Attention to the details
In this email-driven world of ours, we train ourselves to read emails quickly, to skim for the important points in a desperate bid to keep on top of the incoming flood. Speed is good, but it also makes it easy to miss subtle hints that can help you to solve the problem the first time.
By breaking down the email into its component parts so that I can translate each phrase in turn, it forces me to make sure that I haven’t missed anything.
Clarity
When you’ve broken an idea down, and rebuilt it in your own words, you learn how to express that idea clearly. This is helpful in two ways – you can explain the problem to the rest of the team concisely, helping them to identify fixes faster. You can also explain the answer to your customer more naturally. I tend to use the same words that the customer used as much as I can, which cuts down the number of back and forth emails considerably.

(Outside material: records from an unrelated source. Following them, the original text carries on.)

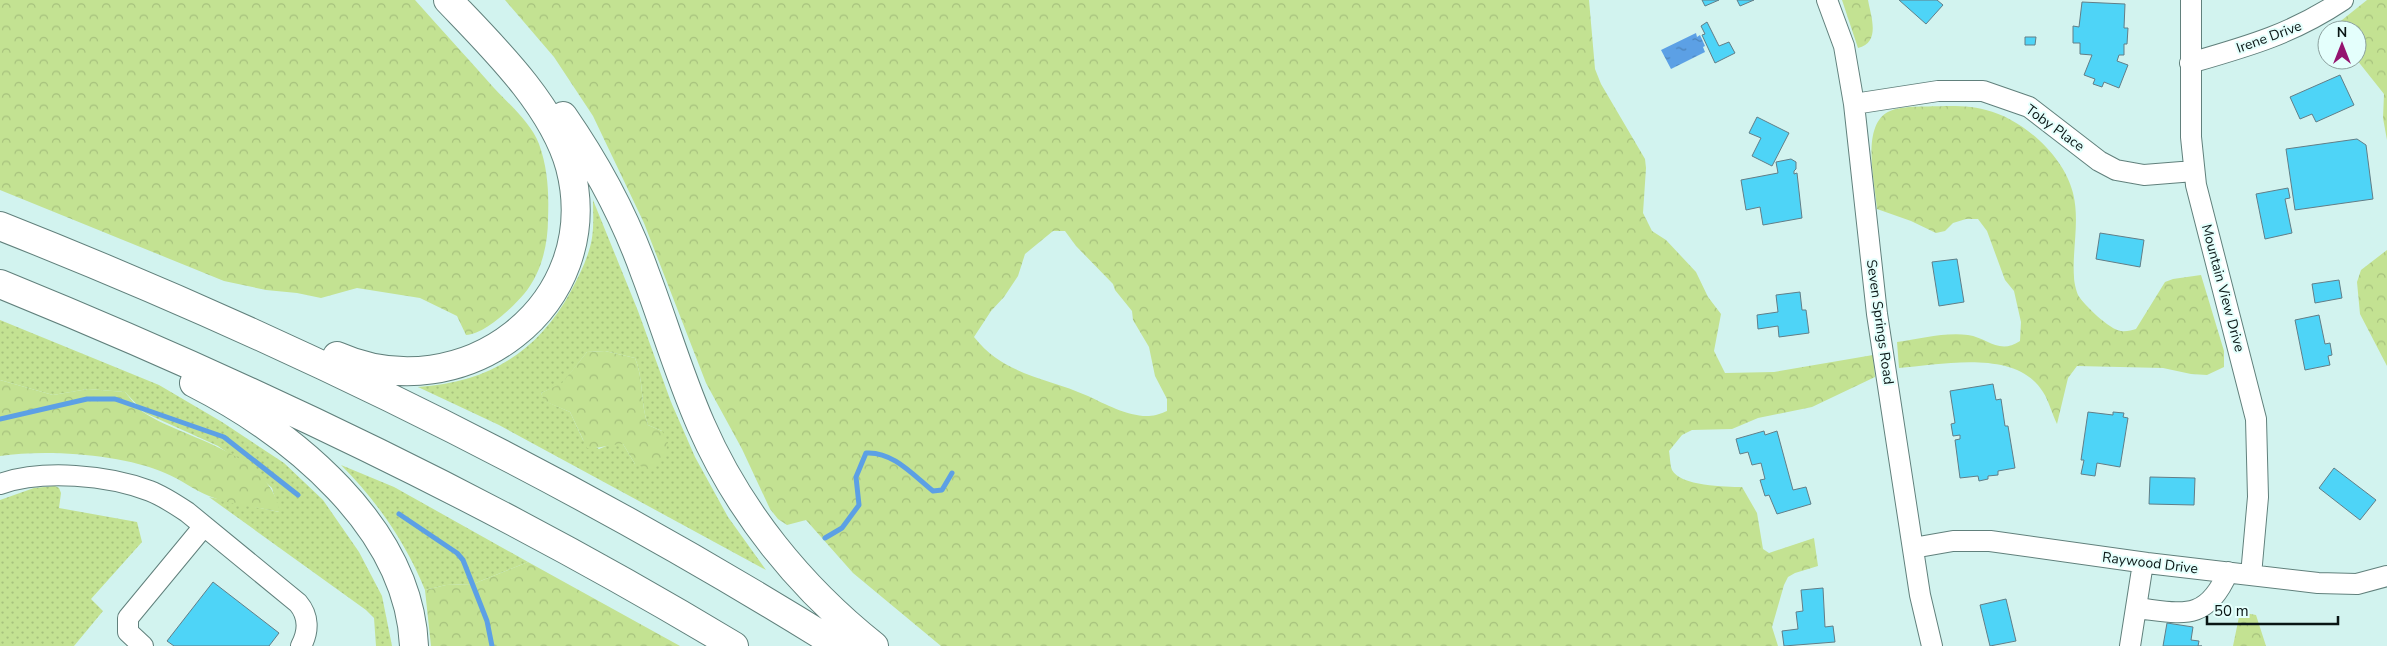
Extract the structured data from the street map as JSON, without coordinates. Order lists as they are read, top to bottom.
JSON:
{
  "streets": {
    "street": [
      "Irene Drive",
      "Toby Place",
      "Mountain View Drive",
      "Seven Springs Road",
      "Raywood Drive"
    ]
  },
  "crossings": [
    ["Irene Drive", "Mountain View Drive"],
    ["Toby Place", "Mountain View Drive"],
    ["Toby Place", "Seven Springs Road"],
    ["Mountain View Drive", "Raywood Drive"],
    ["Seven Springs Road", "Raywood Drive"]
  ],
  "scale_bar": "50 m",
  "north": "top"
}
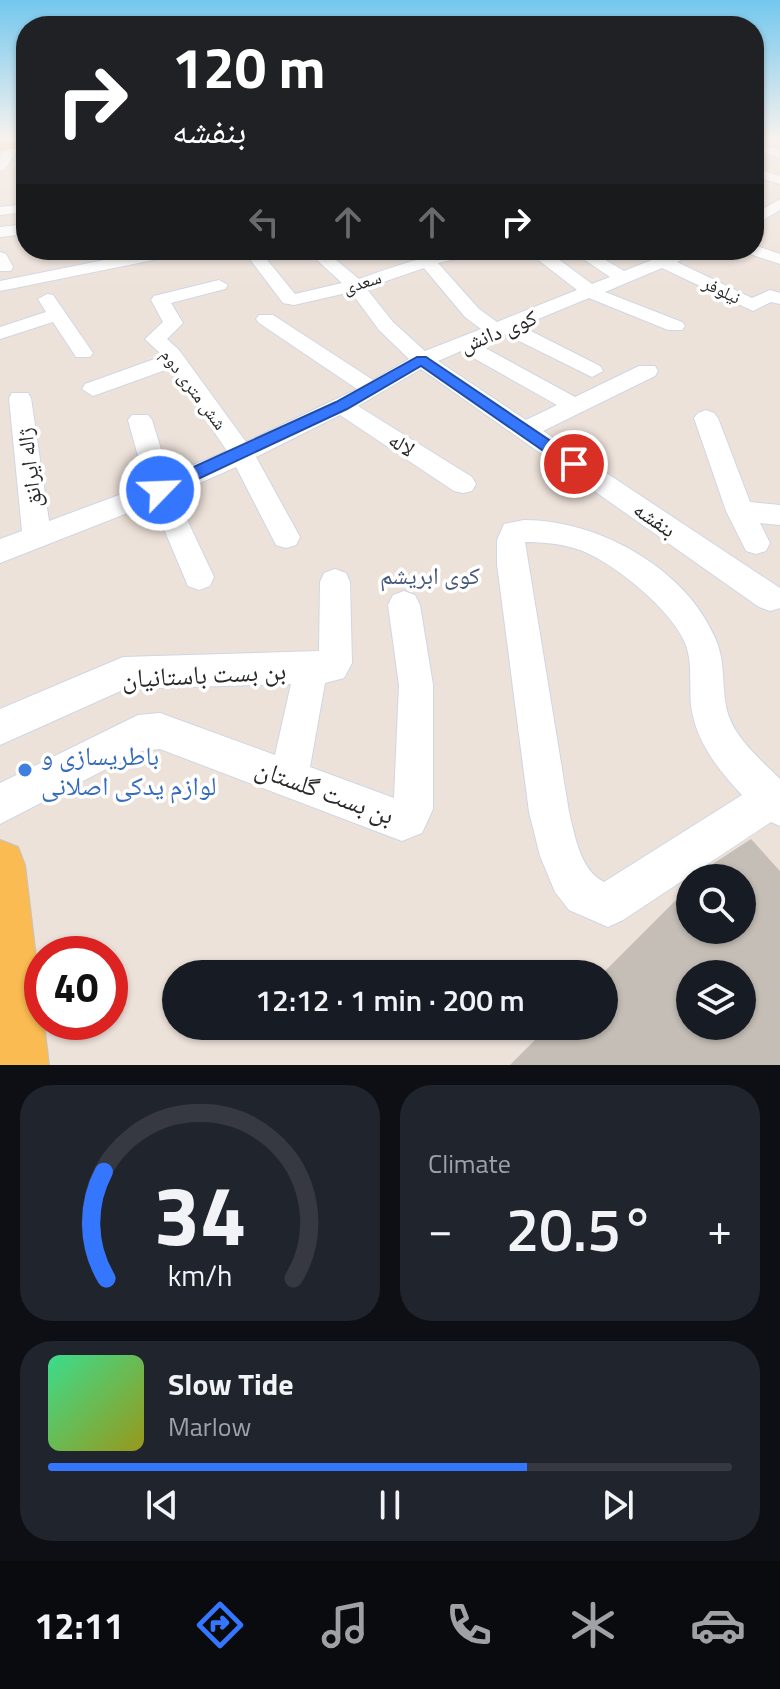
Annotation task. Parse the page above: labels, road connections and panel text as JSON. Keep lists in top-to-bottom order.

These acts of translation really help with customer emails, but the same techniques can help whenever anyone is communicating in their own personal jargon – letters from my accountant and conversations with my three-year-old both benefit from some internal translation. Take the process for a spin – I think you’ll like the results.
Tamal White
on 09 Jul 13Before you can help fix a customer’s issue, you need to ensure that your understanding of the issue is the same as the customer’s understanding of the issue.
In other words, you need to gain agreement with the customer as to what the issue is. Only then can you move into the second phase of fixing the issue.
It sounds like your exercise of translation is a method of taking the customer’s words and repeating them as your own in order to gain agreement.
Joel
on 16 Jul 13Nice one, Thanks Jim. Definitely things I can use there.